Qashliq, Isker or Sibir (Siberian Tatar language: Esker-tora) was a medieval (14th–16th century) Siberian Tatar fortress, in the 16th century the capital of the Khanate of Sibir, located on the right bank of the Irtysh River at its confluence with the Sibirka rivulet, some 17 km from the modern city of Tobolsk. 
The fortress is first mentioned in Russian sources of the 14th century.

The period of the most development was in the first half of the 16th century. In 1582 the troops of Cossack ataman Yermak seized and ruined Qashliq. The ruined city was retaken by the Siberian Tatars in 1584 only to be lost forever in 1586. The nearby city of Tobolsk was founded in 1587.

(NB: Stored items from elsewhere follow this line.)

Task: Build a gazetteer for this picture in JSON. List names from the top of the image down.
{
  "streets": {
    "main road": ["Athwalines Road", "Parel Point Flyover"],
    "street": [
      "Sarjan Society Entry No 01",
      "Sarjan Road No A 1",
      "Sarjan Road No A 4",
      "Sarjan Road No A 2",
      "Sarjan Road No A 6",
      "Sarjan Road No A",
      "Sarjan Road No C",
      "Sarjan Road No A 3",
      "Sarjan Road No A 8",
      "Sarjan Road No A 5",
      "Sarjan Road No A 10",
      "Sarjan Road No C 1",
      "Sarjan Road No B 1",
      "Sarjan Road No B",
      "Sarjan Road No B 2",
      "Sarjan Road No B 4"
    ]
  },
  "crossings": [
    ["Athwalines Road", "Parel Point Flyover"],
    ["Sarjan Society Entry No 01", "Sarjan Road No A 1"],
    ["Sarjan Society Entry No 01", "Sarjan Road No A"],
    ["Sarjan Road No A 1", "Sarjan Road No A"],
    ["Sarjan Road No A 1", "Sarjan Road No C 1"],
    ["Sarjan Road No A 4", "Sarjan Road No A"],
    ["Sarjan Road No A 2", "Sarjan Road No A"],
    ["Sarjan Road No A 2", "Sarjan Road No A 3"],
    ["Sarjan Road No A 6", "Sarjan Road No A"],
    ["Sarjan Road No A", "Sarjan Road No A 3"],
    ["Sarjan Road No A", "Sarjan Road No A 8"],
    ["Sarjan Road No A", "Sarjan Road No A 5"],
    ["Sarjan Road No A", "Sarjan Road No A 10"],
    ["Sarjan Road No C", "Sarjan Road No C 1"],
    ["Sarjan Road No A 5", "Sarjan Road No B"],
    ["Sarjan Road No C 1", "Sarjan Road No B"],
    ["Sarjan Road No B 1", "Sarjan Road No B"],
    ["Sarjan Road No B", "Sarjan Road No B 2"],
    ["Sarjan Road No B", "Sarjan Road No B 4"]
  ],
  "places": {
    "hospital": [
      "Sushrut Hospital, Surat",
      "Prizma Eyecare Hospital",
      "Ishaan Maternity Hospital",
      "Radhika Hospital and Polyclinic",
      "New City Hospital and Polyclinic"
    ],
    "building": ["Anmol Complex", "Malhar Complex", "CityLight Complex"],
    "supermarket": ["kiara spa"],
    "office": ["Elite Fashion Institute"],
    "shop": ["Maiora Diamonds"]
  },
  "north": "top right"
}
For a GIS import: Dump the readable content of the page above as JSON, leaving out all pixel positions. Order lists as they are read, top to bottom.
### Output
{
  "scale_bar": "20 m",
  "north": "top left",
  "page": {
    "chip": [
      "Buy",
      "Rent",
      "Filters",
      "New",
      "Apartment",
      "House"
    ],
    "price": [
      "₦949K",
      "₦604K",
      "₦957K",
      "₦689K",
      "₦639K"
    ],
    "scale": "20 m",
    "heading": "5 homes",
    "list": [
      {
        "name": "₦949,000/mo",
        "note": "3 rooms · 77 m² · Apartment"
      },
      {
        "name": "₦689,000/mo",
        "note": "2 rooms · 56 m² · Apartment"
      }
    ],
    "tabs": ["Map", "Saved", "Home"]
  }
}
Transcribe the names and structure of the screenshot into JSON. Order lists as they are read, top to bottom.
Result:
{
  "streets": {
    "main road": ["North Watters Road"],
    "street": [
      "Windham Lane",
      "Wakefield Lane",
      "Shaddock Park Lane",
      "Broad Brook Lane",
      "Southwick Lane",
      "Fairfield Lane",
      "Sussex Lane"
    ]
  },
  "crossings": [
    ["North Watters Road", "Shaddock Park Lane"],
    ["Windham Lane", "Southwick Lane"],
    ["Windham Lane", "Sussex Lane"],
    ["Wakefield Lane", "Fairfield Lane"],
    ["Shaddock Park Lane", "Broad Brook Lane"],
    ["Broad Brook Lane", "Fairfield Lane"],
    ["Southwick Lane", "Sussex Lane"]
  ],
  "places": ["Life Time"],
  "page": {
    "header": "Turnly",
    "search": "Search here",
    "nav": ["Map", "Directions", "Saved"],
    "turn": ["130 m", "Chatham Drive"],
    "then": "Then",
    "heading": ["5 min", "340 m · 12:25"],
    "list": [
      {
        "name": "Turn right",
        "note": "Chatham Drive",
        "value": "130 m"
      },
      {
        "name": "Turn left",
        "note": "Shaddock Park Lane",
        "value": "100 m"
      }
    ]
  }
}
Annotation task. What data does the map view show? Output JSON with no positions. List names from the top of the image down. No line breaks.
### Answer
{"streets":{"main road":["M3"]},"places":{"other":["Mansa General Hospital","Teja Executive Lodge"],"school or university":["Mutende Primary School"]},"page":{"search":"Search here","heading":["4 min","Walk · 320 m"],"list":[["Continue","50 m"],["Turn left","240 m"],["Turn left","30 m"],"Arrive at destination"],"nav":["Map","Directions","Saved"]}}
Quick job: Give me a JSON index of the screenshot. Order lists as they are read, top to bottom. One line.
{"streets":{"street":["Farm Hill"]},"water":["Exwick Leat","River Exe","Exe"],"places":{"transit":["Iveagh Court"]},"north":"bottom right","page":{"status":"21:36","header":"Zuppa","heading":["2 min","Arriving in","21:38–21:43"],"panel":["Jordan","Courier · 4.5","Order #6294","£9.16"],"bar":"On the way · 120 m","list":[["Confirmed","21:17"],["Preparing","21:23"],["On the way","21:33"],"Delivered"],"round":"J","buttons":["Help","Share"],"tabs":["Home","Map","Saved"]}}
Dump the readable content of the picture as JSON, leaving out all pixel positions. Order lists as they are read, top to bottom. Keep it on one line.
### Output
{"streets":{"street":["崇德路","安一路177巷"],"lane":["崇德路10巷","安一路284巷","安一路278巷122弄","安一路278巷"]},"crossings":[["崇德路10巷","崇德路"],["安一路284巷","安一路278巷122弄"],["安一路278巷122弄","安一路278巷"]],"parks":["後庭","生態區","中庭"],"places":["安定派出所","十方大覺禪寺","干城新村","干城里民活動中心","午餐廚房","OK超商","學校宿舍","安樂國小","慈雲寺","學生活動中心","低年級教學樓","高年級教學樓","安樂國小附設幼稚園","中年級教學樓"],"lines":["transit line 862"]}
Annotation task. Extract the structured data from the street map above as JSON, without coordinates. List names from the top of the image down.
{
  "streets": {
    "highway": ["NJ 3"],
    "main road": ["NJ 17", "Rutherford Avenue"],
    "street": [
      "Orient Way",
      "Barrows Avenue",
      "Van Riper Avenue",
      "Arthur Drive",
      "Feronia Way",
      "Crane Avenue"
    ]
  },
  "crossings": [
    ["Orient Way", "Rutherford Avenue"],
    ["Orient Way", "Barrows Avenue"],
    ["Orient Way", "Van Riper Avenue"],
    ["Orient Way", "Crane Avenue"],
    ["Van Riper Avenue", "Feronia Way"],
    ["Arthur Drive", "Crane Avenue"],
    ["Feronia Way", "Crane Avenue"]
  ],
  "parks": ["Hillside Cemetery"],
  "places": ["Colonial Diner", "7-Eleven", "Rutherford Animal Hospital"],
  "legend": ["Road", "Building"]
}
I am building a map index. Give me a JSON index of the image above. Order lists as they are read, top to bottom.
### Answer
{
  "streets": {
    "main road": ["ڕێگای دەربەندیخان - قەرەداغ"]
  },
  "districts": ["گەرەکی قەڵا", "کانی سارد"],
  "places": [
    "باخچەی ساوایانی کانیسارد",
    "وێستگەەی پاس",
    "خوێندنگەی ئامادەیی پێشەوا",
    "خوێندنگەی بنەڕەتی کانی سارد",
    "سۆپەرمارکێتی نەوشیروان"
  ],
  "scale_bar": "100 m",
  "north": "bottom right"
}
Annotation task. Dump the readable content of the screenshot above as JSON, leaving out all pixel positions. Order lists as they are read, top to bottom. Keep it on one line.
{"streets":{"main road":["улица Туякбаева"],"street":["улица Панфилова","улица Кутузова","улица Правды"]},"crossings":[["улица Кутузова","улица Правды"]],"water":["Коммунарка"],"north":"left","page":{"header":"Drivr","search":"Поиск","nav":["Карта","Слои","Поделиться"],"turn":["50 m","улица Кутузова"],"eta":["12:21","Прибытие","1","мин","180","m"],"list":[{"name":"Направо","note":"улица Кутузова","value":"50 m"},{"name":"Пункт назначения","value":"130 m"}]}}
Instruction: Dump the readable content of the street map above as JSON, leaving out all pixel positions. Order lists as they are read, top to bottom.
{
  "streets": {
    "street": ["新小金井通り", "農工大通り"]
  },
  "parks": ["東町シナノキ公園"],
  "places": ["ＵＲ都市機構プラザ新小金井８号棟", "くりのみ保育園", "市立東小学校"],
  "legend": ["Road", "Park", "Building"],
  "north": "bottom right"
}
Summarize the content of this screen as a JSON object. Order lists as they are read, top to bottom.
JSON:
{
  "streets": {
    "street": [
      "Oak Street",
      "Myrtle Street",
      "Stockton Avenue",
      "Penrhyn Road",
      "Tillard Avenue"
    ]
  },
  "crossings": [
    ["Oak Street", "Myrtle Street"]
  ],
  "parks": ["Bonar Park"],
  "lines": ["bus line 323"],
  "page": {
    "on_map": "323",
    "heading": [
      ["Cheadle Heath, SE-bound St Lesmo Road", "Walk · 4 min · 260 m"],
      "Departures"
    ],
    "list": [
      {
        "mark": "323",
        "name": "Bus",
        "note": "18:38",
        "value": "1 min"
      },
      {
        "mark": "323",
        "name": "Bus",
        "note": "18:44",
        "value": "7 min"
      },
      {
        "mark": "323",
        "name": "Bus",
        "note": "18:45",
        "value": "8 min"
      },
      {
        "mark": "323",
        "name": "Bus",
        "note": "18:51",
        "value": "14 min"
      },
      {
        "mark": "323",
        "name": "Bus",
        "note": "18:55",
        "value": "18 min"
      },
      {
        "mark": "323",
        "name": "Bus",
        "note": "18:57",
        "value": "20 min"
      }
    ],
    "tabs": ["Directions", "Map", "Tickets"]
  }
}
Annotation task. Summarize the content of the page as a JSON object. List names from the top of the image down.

Sources differ on the exact location of the fortress. Most give the distance upriver from Tobolsk as 17 or 18 km, or versts, or ten to eleven miles, but others give 23 km. Sources of the early 19th century claim that the ruins of the fortress could still be made out with difficulty.
The modern village of Sibiryak () is located close to the site.

References

External links
Photograph of the approximate site (Ant-13 at Panoramio)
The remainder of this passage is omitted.